Les tribulations d’un (ex) astronome

Push ! La vie au bout des mains

samedi 16 juin 2018 par Guillaume Blanc

En furetant sur Facebook, je suis tombé sur la recension d’un nouveau bouquin de grimpe sur le site de Denis Crabière. Ça m’a donné envie de le lire. Il se trouve que peu de temps après, en furetant dans ma librairie, il était là. Achat compulsif. Un pavé, l’engin. Il s’agit de « Push ! » de Tommy Caldwell. Cinq cents pages.

Ça faisait un moment que je n’avais pas lu de bouquin de montagne, il y en a de plus en plus, on ne sait plus quoi lire pour aller à l’essentiel. Je ne suis d’ailleurs pas sûr que l’abondance renouvelle vraiment le genre. Au contraire, peut-être. Il y en a quelques uns que j’ai particulièrement bien aimé, j’en ai parlé ici. Pas tout le temps, mais souvent.
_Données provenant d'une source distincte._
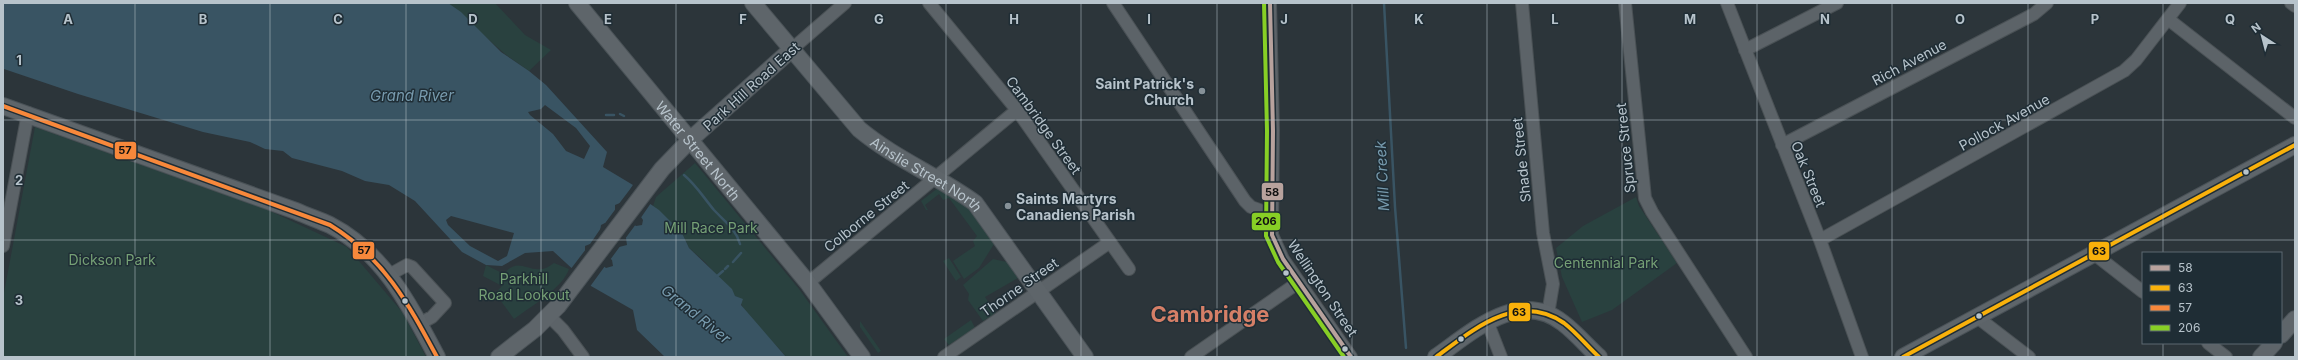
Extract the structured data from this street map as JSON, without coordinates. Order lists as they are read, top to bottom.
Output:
{
  "streets": {
    "main road": ["Park Hill Road East", "Water Street North", "Ainslie Street North"],
    "street": [
      "Rich Avenue",
      "Pollock Avenue",
      "Cambridge Street",
      "Spruce Street",
      "Shade Street",
      "Oak Street",
      "Colborne Street",
      "Thorne Street",
      "Wellington Street"
    ]
  },
  "crossings": [
    ["Rich Avenue", "Oak Street"],
    ["Park Hill Road East", "Water Street North"],
    ["Park Hill Road East", "Ainslie Street North"],
    ["Pollock Avenue", "Oak Street"],
    ["Cambridge Street", "Colborne Street"],
    ["Cambridge Street", "Thorne Street"],
    ["Water Street North", "Colborne Street"],
    ["Ainslie Street North", "Colborne Street"],
    ["Ainslie Street North", "Thorne Street"]
  ],
  "districts": ["Cambridge"],
  "water": ["Grand River", "Mill Creek"],
  "parks": [
    "Mill Race Park",
    "Dickson Park",
    "Centennial Park",
    "Parkhill Road Lookout"
  ],
  "places": ["Saint Patrick's Church", "Saints Martyrs Canadiens Parish"],
  "lines": [
    "transit line 58",
    "transit line 206",
    "transit line 57",
    "transit line 63"
  ],
  "legend": [
    "58",
    "63",
    "57",
    "206"
  ],
  "north": "top left",
  "grid": {
    "columns": [
      "A",
      "B",
      "C",
      "D",
      "E",
      "F",
      "G",
      "H",
      "I",
      "J",
      "K",
      "L",
      "M",
      "N",
      "O",
      "P",
      "Q"
    ],
    "rows": ["1", "2", "3"]
  }
}
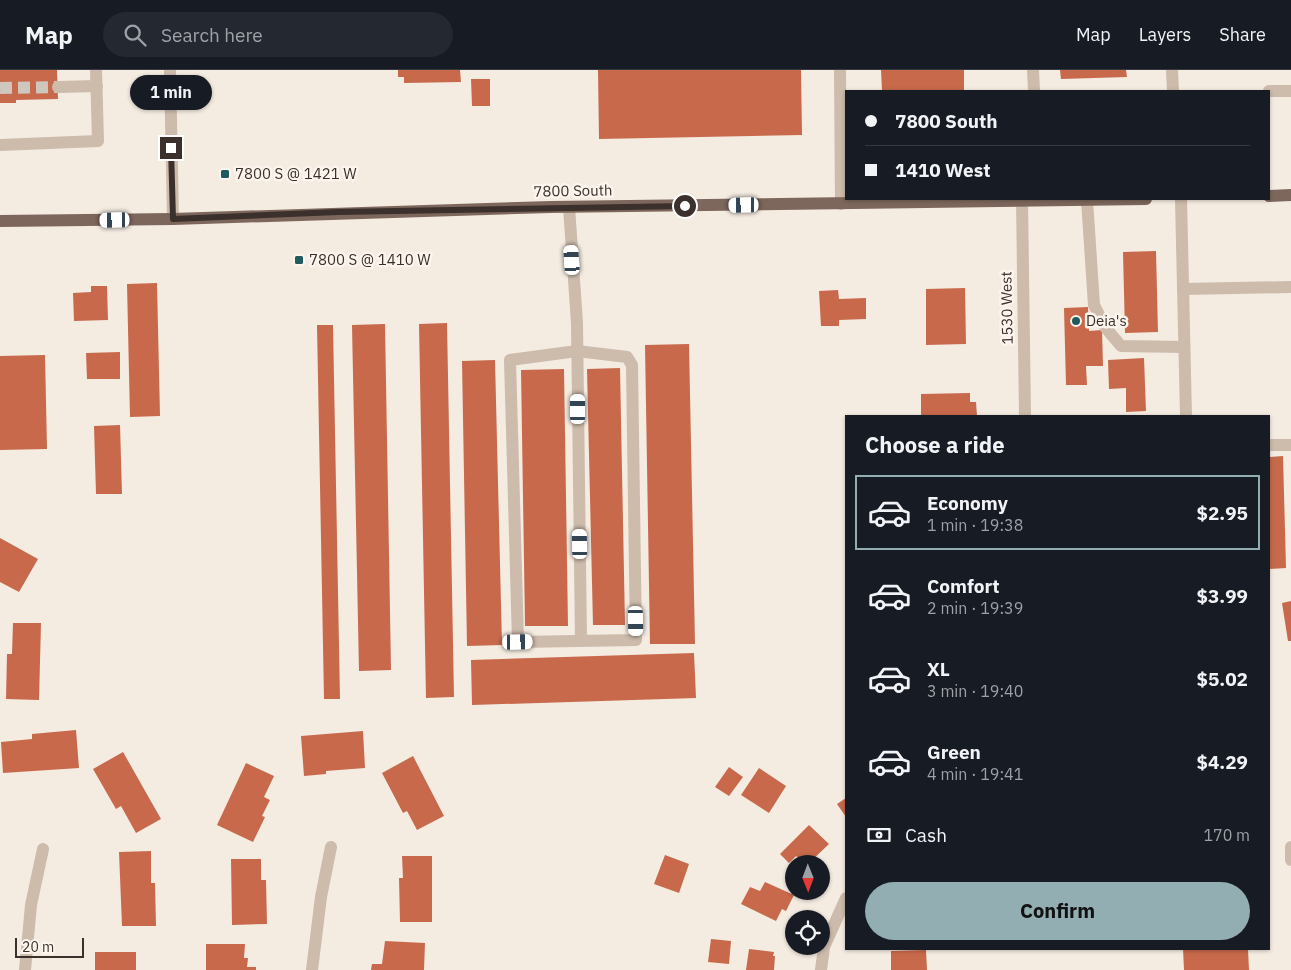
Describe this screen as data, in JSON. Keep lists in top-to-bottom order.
{
  "streets": {
    "main road": ["7800 South"],
    "street": ["1530 West"]
  },
  "crossings": [
    ["7800 South", "1530 West"]
  ],
  "places": {
    "transit": ["7800 S @ 1421 W", "7800 S @ 1410 W"],
    "other": ["Deia's"]
  },
  "scale_bar": "20 m",
  "north": "bottom",
  "page": {
    "header": "Map",
    "search": "Search here",
    "nav": ["Map", "Layers", "Share"],
    "bubble": "1 min",
    "banner": ["7800 South", "1410 West"],
    "heading": "Choose a ride",
    "list": [
      {
        "name": "Economy",
        "note": "1 min · 19:38",
        "value": "$2.95"
      },
      {
        "name": "Comfort",
        "note": "2 min · 19:39",
        "value": "$3.99"
      },
      {
        "name": "XL",
        "note": "3 min · 19:40",
        "value": "$5.02"
      },
      {
        "name": "Green",
        "note": "4 min · 19:41",
        "value": "$4.29"
      }
    ],
    "pay": ["Cash", "170 m"],
    "buttons": "Confirm",
    "scale": "20 m"
  }
}
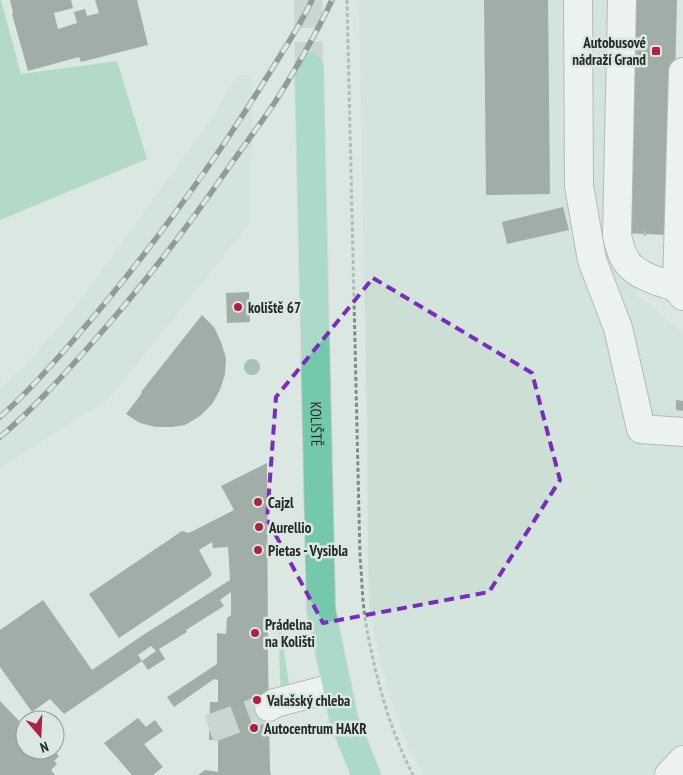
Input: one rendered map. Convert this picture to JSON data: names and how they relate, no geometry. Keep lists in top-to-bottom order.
{
  "streets": {
    "main road": ["KOLIŠTĚ"]
  },
  "places": {
    "transit": ["Autobusové nádraží Grand"],
    "other": [
      "koliště 67",
      "Cajzl",
      "Aurellio",
      "Pietas - Vysibla",
      "Prádelna na Kolišti",
      "Valašský chleba",
      "Autocentrum HAKR"
    ]
  },
  "north": "bottom"
}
Ceci étant, récemment, il y a quand même eu « Ailefroide altitude 3954 » de Rochette, une magnifique bande dessinée autobiographique…

Un bouquin de montagne, ça se lit pas mal, mais ce n’est jamais — rarement, en tout cas — de la grande littérature. C’est en général juste bien pour qui connaît le milieu, la technique. Ce qui tient en haleine, c’est l’ascension, la façon dont elle est vécue et racontée. Je crois que les derniers bouquins de montagne que j’ai lu ce sont ceux de Ueli Steck… « Speed », « 8000+ » et « Une autre vie » ; « Une autre vie » qui se termine par : « L’important c’est que je sois conscient du danger à chaque instant et que je puisse le maîtriser. Alors je continuerai de chercher en montagne des défis excitants, sans me tuer. » Le dernier livre de la « machine suisse » est paru le 24 mai 2017. Le 30 avril 2017, Ueli Steck se tuait sur les pentes du Nupse au Népal. Visiblement, il y a eu un grippage dans l’engrenage. Sans être de la littérature de haut vol ces bouquins sont fascinant pour appréhender un peu de l’intérieur à quoi ressemble un montagnard hors du commun, capable de prouesses incroyables.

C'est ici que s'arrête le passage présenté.